Seems strange to me. Do you get claustrophobic? Are you concerned with gad? Well, egads, doesn't that make the choice for you? For years, we low-risk patients have been told that our MRIs don't need require contratst. HW
lets hope that the new ultrasound technology will help put the need for the MRI to rest, get the procedure back into the urologist office where it belongs. Of course ghost reading will be helpful since most GU's have little or no training in reading the ultrasound!!
I personally have no intention of having my P-gland removed under any foreseeable circumstance (I'm 71). Imaging is the key, and frankly, micro-U/S blows MRI out of the water on so many, many fronts. Yeah, there's the 'where it takes place' issue, but at some point you have to man-up and accept the inevitable. When (and if) my PCa get's noticeable, I will do focal of some sort. In the interim, and this is de rigeur for men on AS, diet+supplements to 1) shrink the gland (BPH) and 2) bolster the immune system. At some point, and it could be a decade or more off, a rogue cell might get loose and cause issues...then there is radiation and chemo, or just wait for a comorbidity to take me out. It's a continuing fight, Mother Nature has always favored her girls over us boys when it comes to longevity.

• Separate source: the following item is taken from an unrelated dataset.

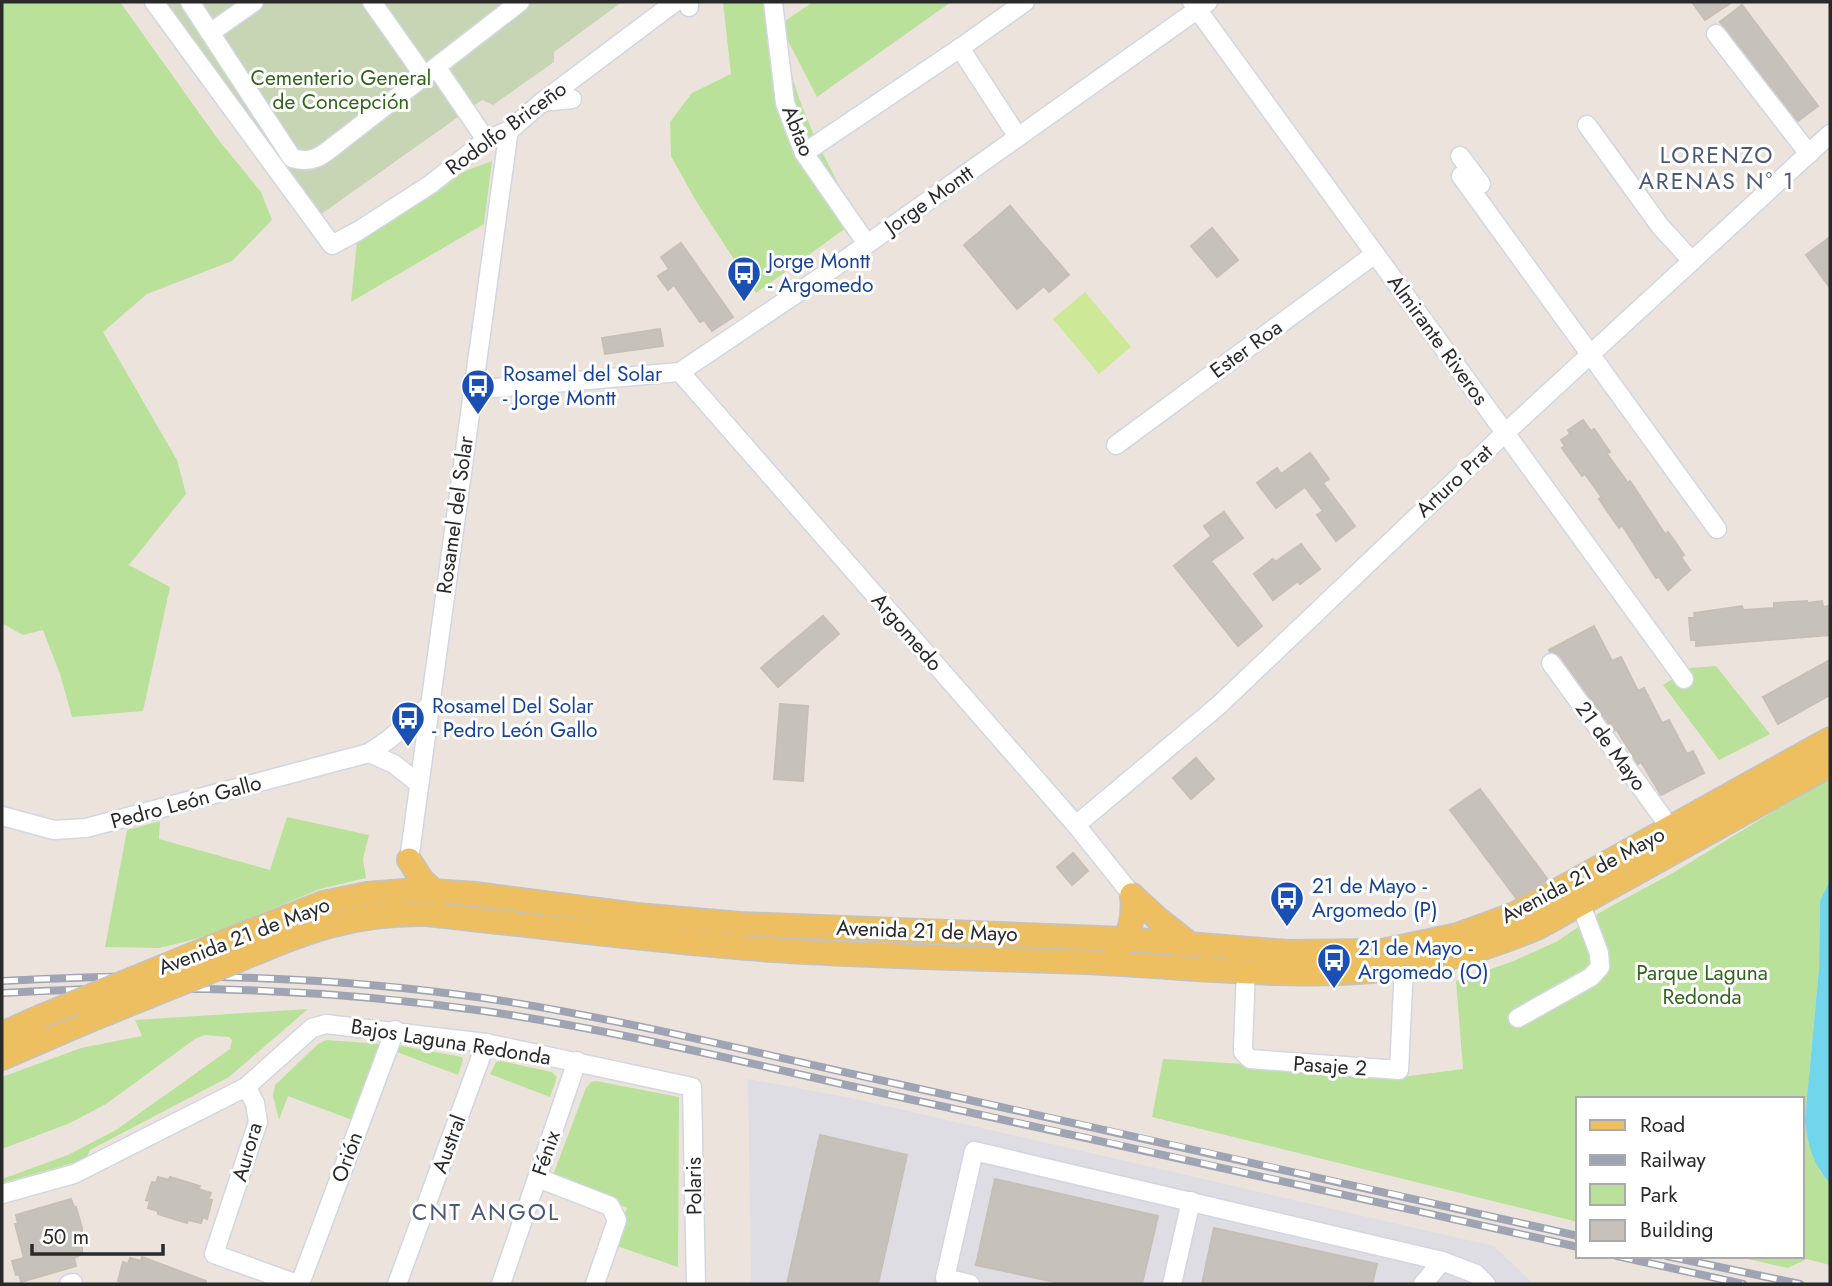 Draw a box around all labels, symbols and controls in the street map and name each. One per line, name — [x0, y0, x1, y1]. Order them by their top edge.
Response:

Interesting article regarding mpMRI (with contrast) vs. bpMRI (without contrast). I have had three MRIs total in the last five years. The first two were mpMRI, the my doc switched the third one to bpMRI. I was concerned about that, but he mentioned the bpMRI gives him all the information he needs. Now, I have another MRI to schedule for this coming October and he wants to switch back to mpMRI??? His reasoning was that he likes to use contrast "on every other MRI". Seems strange to me. I may just tell him I want the bp MRI again so as to avoid the contrast.
Seems strange to me. Do you get claustrophobic? Are you concerned with gad? Well, egads, doesn't that make the choice for you? For years, we low-risk patients have been told that our MRIs don't need require contratst. HW
lets hope that the new ultrasound technology will help put the need for the MRI to rest, get the procedure back into the urologist office where it belongs. Of course ghost reading will be helpful since most GU's have little or no training in reading the ultrasound!!

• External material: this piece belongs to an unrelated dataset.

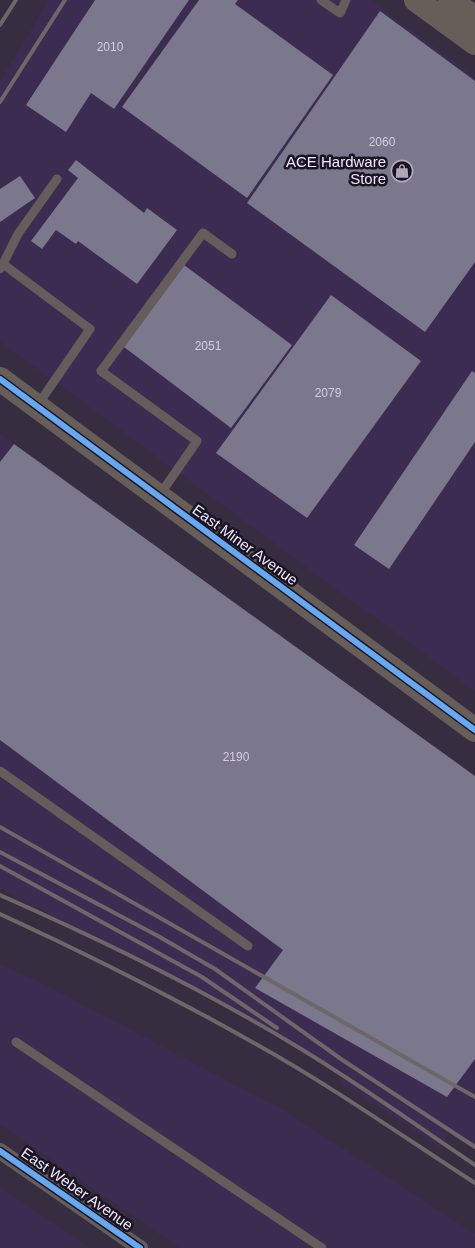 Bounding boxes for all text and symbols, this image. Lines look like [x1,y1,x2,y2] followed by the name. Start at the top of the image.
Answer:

I personally have no intention of having my P-gland removed under any foreseeable circumstance (I'm 71). Imaging is the key, and frankly, micro-U/S blows MRI out of the water on so many, many fronts. Yeah, there's the 'where it takes place' issue, but at some point you have to man-up and accept the inevitable. When (and if) my PCa get's noticeable, I will do focal of some sort. In the interim, and this is de rigeur for men on AS, diet+supplements to 1) shrink the gland (BPH) and 2) bolster the immune system. At some point, and it could be a decade or more off, a rogue cell might get loose and cause issues...then there is radiation and chemo, or just wait for a comorbidity to take me out. It's a continuing fight, Mother Nature has always favored her girls over us boys when it comes to longevity.
Thanks old-timer. Howard
Just realized the conundrum: inner space (micro U/S) or outer space (MRI). Damned if you do, damned if you don't.
I think this could come down to economics. We've been shown that the results of MRI and micro-US are comparable.
The price isn't. Multiparametic MRIs can cost up to $3,000. Plus $1 million in maintenence/year?
Any type of ultrasound I think is up to $250.
Which bill looks more attractive to a biller?